MediaTekは、ミッドレンジ向けスマホ用チップのラインアップを広げる新プロセッサ「Dimensity 7100」を静かに発表した。すでに公式サイトに掲載されており、TSMCの6nmプロセスで製造。5Gに対応し、省電力性を重視している。控えめな発表ぶりからは、派手な数字より実利用での伸びを狙った、地に足のついたアップデートという印象を受ける。

中核となるCPUは8コア構成で、2.4GHzまで動作する高性能なCortex‑A78を4基、2.0GHzの省電力Cortex‑A55を4基という組み合わせ。

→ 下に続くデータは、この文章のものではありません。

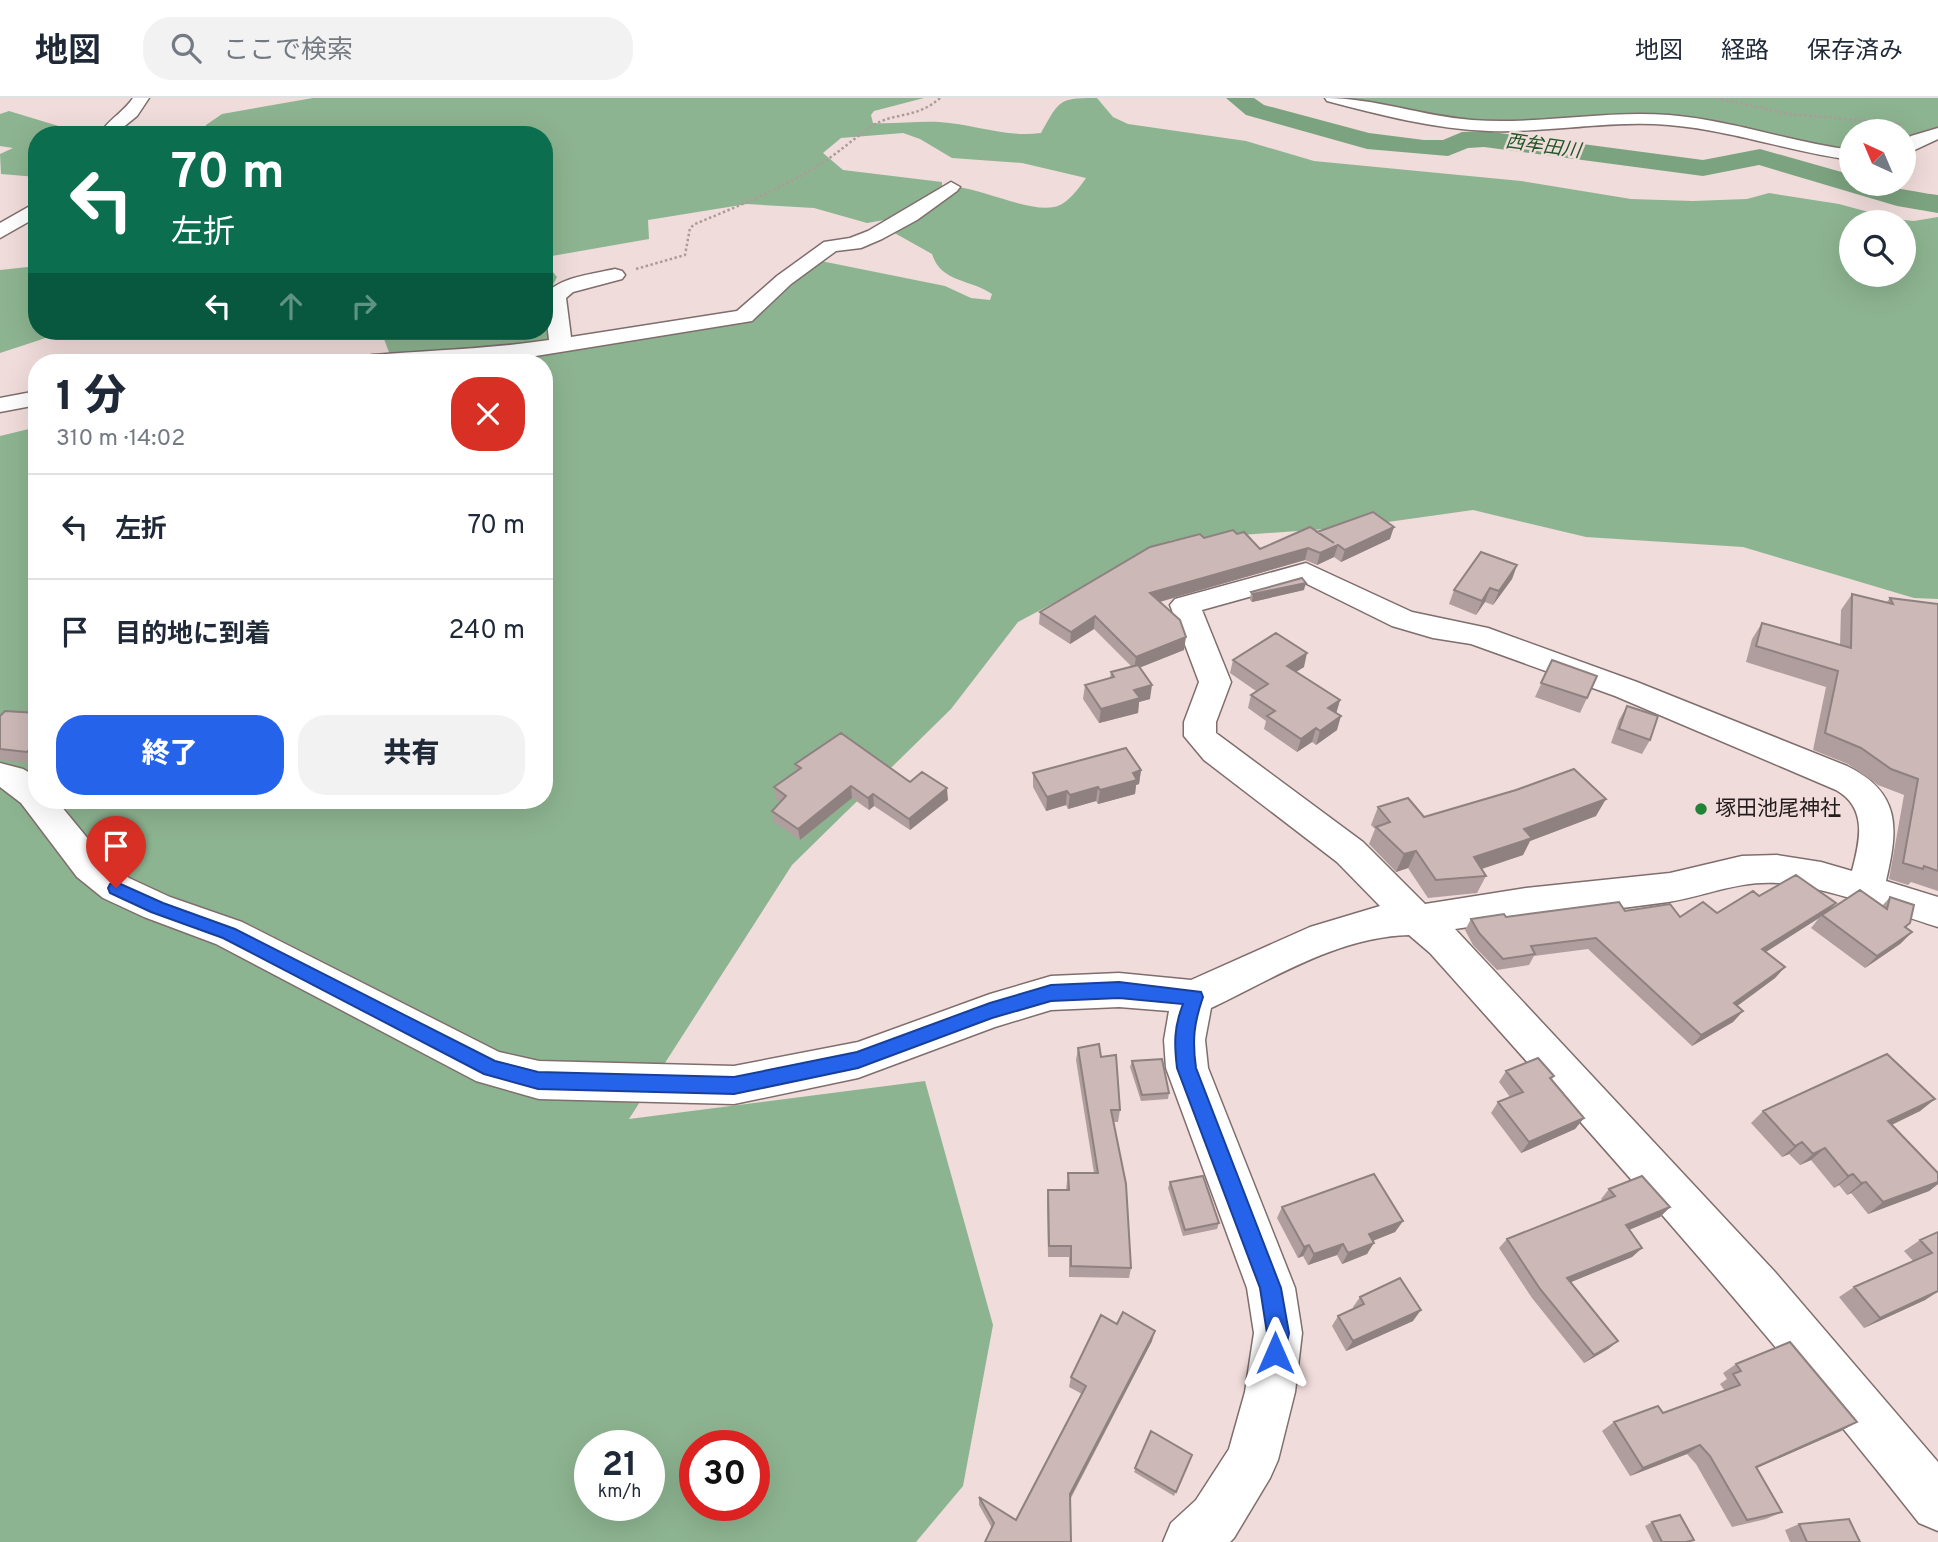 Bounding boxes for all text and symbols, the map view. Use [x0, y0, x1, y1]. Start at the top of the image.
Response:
search box [143, 17, 633, 80]
icon: search [167, 29, 205, 67]
text: 地図 [35, 32, 101, 74]
text: ここで検索 [223, 35, 353, 68]
text: 地図 [1635, 37, 1683, 67]
text: 経路 [1721, 37, 1769, 67]
text: 保存済み [1807, 37, 1903, 67]
north arrow [1839, 119, 1916, 196]
map controls [1839, 119, 1916, 287]
water label: 西牟田川 [1504, 130, 1584, 164]
text: 70 m [171, 144, 285, 206]
icon: left [56, 154, 147, 245]
button: search [1839, 210, 1916, 287]
text: 左折 [171, 214, 235, 254]
icon: left [199, 287, 237, 325]
icon: ahead [272, 287, 310, 325]
icon: right [345, 287, 383, 325]
text: 1 分 [56, 372, 126, 425]
button: close [451, 377, 525, 451]
text: 310 m · 14:02 [56, 425, 185, 454]
icon: left [56, 508, 94, 546]
text: 70 m [467, 510, 525, 543]
text: 左折 [115, 514, 167, 547]
icon: arrive [56, 613, 94, 651]
text: 240 m [448, 615, 525, 648]
text: 目的地に到着 [115, 619, 271, 652]
button: 終了 [56, 715, 284, 795]
button: 共有 [298, 715, 525, 795]
place label: 塚田池尾神社 [1715, 796, 1841, 823]
marker: 塚田池尾神社 [1693, 801, 1709, 817]
pin [86, 816, 146, 888]
icon: arrive [97, 827, 135, 865]
position arrow [1238, 1316, 1312, 1390]
speed limit sign: 30 [679, 1430, 770, 1521]
text: 21 [602, 1444, 637, 1488]
text: km/h [598, 1481, 641, 1504]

構成自体はこれまでのDimensity 7000系に馴染み深いが、同社は従来世代に比べてアプリ起動やマルチタスクの体感が向上するとしている。

グラフィックスはArm Mali‑G610 GPUが担当し、同社の説明ではDimensity 7050比で最大8%の性能向上を見込む。一方で狙いはピーク値の競争ではなく、消費電力の削減に置かれている。日常的な利用で約5%、メディア再生時で最大16%、モデムでは最大23%の省電効果が示されており、ミッドレンジではこの手の効率改善のほうが効いてくる。

内蔵5Gモデムは3GPP Release 16に対応し、下り最大3.3Gbps。長時間の5G接続時に消費を抑えるUltraSave 3.0+も採用する。プラットフォームとしては、最大5,500Mb/sのLPDDR5メモリ、UFS 3.1ストレージ、Wi‑Fi 6、Bluetooth 5.4をサポートする。

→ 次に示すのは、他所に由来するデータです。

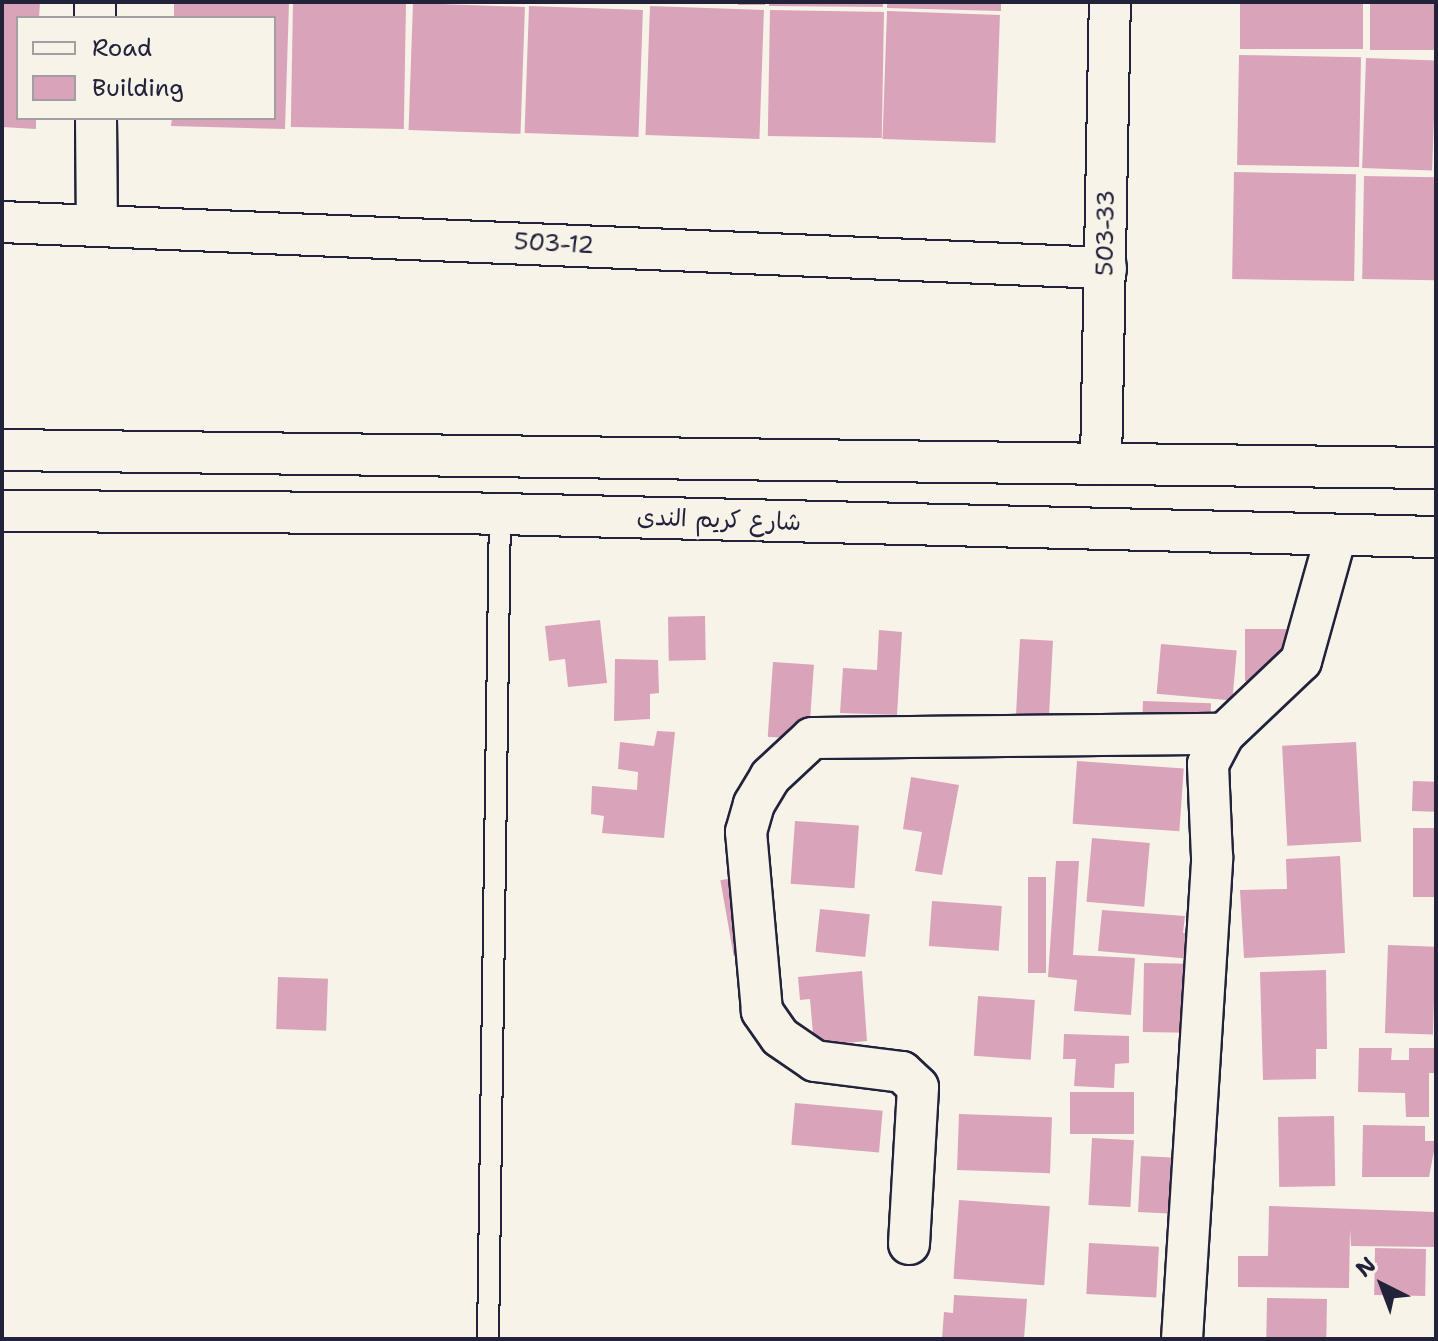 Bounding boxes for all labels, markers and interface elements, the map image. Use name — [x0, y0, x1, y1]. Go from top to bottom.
legend — [16, 16, 276, 120]
text: Road — [92, 32, 152, 64]
text: Building — [92, 72, 184, 104]
street label: 503-33 — [1091, 190, 1121, 276]
street label: 503-12 — [513, 228, 595, 260]
street label: شارع كريم الندى — [636, 503, 802, 537]
north arrow — [1342, 1245, 1422, 1325]
text: N — [1349, 1250, 1382, 1283]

メディア機能としては10ビットカラー、HDR動画、最大2億画素のカメラに対応。HDRやノイズ低減、オートフォーカスのアルゴリズムも強化されている。最大45Wの急速充電とUFCSユニバーサルプロトコルの対応も明記されており、新チップを載せた端末でより長いバッテリー駆動を狙う設計だ。仕様を眺める限り、大衆的な端末向けにうまくバランスの取れたパッケージに仕上がっている。